> [YOUR OBJECTIVE]:
Exact copies of all the records below should be returned.

> [ENTRIES SUPPLIED]:
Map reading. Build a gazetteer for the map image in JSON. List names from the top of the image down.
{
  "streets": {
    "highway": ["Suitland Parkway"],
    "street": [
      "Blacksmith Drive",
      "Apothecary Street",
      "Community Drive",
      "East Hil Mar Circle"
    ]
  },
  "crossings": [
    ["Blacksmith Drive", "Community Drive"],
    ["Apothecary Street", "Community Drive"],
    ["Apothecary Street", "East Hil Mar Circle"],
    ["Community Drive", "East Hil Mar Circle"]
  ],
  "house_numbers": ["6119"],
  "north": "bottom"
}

> [EXERCISE RESULT]:
Map reading. Build a gazetteer for the map image in JSON. List names from the top of the image down.
{
  "streets": {
    "highway": ["Suitland Parkway"],
    "street": [
      "Blacksmith Drive",
      "Apothecary Street",
      "Community Drive",
      "East Hil Mar Circle"
    ]
  },
  "crossings": [
    ["Blacksmith Drive", "Community Drive"],
    ["Apothecary Street", "Community Drive"],
    ["Apothecary Street", "East Hil Mar Circle"],
    ["Community Drive", "East Hil Mar Circle"]
  ],
  "house_numbers": ["6119"],
  "north": "bottom"
}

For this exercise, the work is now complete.